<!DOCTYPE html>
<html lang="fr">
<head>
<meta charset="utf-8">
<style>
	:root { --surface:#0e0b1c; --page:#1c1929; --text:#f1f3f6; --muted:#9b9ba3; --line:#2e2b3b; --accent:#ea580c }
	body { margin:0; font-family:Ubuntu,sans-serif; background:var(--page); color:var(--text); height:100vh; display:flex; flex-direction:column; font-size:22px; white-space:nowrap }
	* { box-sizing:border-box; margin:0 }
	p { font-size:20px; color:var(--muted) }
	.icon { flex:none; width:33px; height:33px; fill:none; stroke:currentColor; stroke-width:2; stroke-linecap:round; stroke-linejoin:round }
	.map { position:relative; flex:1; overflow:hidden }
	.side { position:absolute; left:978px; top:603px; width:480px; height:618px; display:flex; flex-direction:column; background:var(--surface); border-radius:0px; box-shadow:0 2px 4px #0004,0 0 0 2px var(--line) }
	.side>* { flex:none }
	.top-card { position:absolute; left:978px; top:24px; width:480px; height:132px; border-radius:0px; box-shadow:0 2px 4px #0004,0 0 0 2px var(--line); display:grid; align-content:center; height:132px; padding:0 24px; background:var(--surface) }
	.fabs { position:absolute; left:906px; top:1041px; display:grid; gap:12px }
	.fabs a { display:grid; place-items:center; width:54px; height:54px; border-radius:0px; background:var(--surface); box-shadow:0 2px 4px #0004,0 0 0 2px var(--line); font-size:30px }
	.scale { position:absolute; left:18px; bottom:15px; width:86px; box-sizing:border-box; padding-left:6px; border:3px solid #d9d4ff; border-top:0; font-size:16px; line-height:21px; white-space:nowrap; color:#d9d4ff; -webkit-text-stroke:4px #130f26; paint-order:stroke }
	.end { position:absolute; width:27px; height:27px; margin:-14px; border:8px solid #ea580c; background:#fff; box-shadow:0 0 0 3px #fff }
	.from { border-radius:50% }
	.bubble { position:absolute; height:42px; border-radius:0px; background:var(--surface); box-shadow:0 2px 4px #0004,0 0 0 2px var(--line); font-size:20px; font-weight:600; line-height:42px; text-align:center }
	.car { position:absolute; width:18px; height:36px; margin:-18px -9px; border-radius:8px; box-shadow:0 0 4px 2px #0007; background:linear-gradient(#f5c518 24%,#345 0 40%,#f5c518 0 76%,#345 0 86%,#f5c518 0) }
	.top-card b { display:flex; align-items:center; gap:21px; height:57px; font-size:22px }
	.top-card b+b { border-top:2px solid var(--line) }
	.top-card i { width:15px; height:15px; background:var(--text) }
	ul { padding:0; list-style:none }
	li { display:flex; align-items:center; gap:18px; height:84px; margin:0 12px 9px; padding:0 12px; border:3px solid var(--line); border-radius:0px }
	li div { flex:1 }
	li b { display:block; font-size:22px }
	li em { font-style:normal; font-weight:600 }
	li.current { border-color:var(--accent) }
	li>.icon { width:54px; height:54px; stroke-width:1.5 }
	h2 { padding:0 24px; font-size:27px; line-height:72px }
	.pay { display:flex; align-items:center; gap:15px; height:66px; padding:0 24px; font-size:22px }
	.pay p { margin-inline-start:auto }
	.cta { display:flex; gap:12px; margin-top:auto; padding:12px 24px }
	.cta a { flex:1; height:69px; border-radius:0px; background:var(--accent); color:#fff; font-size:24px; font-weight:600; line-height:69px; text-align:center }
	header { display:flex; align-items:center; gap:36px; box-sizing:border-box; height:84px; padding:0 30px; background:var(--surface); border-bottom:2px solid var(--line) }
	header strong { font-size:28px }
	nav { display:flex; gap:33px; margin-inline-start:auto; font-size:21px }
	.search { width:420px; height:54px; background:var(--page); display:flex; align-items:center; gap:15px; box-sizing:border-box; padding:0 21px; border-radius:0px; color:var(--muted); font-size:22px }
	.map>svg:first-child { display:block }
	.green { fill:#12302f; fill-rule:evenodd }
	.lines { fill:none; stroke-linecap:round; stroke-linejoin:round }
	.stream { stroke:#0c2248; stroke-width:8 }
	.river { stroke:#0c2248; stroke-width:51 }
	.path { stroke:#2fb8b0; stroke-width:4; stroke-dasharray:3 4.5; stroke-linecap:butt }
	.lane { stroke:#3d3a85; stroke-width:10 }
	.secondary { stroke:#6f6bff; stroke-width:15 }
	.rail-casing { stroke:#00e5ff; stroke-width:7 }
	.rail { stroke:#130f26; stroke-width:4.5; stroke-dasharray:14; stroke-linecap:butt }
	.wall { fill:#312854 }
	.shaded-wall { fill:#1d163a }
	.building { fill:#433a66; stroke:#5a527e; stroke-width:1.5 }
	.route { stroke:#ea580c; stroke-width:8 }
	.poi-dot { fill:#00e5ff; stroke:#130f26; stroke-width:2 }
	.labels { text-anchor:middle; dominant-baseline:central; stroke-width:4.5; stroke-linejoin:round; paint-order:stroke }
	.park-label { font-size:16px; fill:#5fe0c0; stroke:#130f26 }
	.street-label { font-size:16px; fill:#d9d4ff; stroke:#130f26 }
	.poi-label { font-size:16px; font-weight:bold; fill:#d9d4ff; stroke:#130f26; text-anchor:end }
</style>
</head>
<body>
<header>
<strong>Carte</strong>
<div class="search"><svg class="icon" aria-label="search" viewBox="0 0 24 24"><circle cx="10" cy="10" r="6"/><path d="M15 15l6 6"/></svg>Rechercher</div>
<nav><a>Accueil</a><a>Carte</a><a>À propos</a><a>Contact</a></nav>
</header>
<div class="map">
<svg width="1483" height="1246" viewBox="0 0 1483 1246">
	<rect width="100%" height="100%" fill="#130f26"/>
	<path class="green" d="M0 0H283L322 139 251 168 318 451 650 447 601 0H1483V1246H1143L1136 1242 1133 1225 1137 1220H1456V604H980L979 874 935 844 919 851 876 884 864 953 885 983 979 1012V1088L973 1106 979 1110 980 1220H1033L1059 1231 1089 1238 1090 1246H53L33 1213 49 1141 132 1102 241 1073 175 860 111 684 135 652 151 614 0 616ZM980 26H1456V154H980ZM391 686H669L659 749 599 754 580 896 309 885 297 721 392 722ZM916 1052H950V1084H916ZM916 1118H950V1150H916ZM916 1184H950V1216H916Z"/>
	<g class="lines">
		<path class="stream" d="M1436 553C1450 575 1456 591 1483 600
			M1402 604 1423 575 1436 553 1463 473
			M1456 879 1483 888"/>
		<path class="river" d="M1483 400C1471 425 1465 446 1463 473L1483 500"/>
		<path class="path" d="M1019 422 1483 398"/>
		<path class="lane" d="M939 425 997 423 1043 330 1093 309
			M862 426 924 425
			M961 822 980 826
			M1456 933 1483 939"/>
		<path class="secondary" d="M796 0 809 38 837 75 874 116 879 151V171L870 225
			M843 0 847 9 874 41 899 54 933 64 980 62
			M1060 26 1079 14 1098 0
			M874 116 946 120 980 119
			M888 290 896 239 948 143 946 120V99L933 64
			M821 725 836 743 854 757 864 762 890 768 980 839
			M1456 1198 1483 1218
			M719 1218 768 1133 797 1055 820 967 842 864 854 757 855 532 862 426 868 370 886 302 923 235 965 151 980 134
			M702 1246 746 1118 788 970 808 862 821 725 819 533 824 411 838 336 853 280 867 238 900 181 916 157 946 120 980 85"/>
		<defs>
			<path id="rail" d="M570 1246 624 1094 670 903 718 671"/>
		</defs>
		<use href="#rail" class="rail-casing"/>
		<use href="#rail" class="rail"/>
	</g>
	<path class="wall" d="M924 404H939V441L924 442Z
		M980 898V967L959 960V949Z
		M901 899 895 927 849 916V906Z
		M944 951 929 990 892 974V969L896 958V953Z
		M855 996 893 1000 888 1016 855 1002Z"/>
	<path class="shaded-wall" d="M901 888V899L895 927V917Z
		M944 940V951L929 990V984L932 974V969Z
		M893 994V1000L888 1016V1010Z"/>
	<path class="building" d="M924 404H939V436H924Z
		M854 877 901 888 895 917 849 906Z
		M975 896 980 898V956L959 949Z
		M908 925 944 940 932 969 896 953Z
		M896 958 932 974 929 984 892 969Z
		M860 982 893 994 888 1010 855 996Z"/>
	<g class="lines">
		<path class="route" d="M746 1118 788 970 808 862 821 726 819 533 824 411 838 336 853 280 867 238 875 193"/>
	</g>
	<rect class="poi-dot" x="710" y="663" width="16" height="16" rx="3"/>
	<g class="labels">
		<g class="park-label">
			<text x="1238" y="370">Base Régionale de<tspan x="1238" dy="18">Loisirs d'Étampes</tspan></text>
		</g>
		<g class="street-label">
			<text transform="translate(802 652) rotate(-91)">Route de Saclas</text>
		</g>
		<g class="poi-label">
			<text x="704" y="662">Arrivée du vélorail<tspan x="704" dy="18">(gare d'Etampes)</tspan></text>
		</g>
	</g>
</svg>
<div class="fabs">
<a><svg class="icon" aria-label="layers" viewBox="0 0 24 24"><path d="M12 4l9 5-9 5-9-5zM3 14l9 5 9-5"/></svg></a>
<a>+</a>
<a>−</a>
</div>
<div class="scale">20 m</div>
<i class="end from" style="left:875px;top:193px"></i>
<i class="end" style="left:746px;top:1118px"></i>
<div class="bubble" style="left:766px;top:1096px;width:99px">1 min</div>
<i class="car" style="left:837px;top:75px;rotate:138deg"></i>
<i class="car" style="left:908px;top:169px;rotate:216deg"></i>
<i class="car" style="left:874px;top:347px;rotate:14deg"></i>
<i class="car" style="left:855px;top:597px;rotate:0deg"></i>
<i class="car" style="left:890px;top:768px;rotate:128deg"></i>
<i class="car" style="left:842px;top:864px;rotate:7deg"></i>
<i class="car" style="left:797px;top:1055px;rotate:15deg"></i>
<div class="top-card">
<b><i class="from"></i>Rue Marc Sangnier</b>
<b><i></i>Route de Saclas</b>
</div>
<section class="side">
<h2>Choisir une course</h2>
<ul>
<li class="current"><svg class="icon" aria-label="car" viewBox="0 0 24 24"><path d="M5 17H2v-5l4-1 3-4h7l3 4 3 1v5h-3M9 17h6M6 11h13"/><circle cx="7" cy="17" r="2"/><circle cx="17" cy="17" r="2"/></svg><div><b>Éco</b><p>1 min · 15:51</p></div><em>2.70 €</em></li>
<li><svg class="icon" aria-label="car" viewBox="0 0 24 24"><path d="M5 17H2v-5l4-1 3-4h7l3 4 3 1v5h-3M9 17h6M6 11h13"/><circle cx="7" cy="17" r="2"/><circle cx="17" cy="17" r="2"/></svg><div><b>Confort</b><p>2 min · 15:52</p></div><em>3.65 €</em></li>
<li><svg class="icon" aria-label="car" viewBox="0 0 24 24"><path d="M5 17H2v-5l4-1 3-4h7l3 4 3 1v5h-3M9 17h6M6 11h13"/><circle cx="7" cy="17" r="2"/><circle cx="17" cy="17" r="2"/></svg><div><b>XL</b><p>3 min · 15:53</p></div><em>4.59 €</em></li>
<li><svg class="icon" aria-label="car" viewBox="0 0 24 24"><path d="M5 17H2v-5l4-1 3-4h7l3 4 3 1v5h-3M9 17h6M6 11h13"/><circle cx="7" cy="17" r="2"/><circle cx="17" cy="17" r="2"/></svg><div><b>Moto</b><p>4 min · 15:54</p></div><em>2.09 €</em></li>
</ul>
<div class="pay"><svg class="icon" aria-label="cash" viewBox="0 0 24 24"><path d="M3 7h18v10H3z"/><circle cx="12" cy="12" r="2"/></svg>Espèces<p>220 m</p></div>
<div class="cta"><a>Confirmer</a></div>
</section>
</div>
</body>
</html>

######

▶ Task brief:
Leave out every line above except those from the line with "display:flex; align-items:center; gap:18px;" up to and including the line with "padding:0 24px; font-size:27px;", and copy those exactly.

▶ Answer box:
	li { display:flex; align-items:center; gap:18px; height:84px; margin:0 12px 9px; padding:0 12px; border:3px solid var(--line); border-radius:0px }
	li div { flex:1 }
	li b { display:block; font-size:22px }
	li em { font-style:normal; font-weight:600 }
	li.current { border-color:var(--accent) }
	li>.icon { width:54px; height:54px; stroke-width:1.5 }
	h2 { padding:0 24px; font-size:27px; line-height:72px }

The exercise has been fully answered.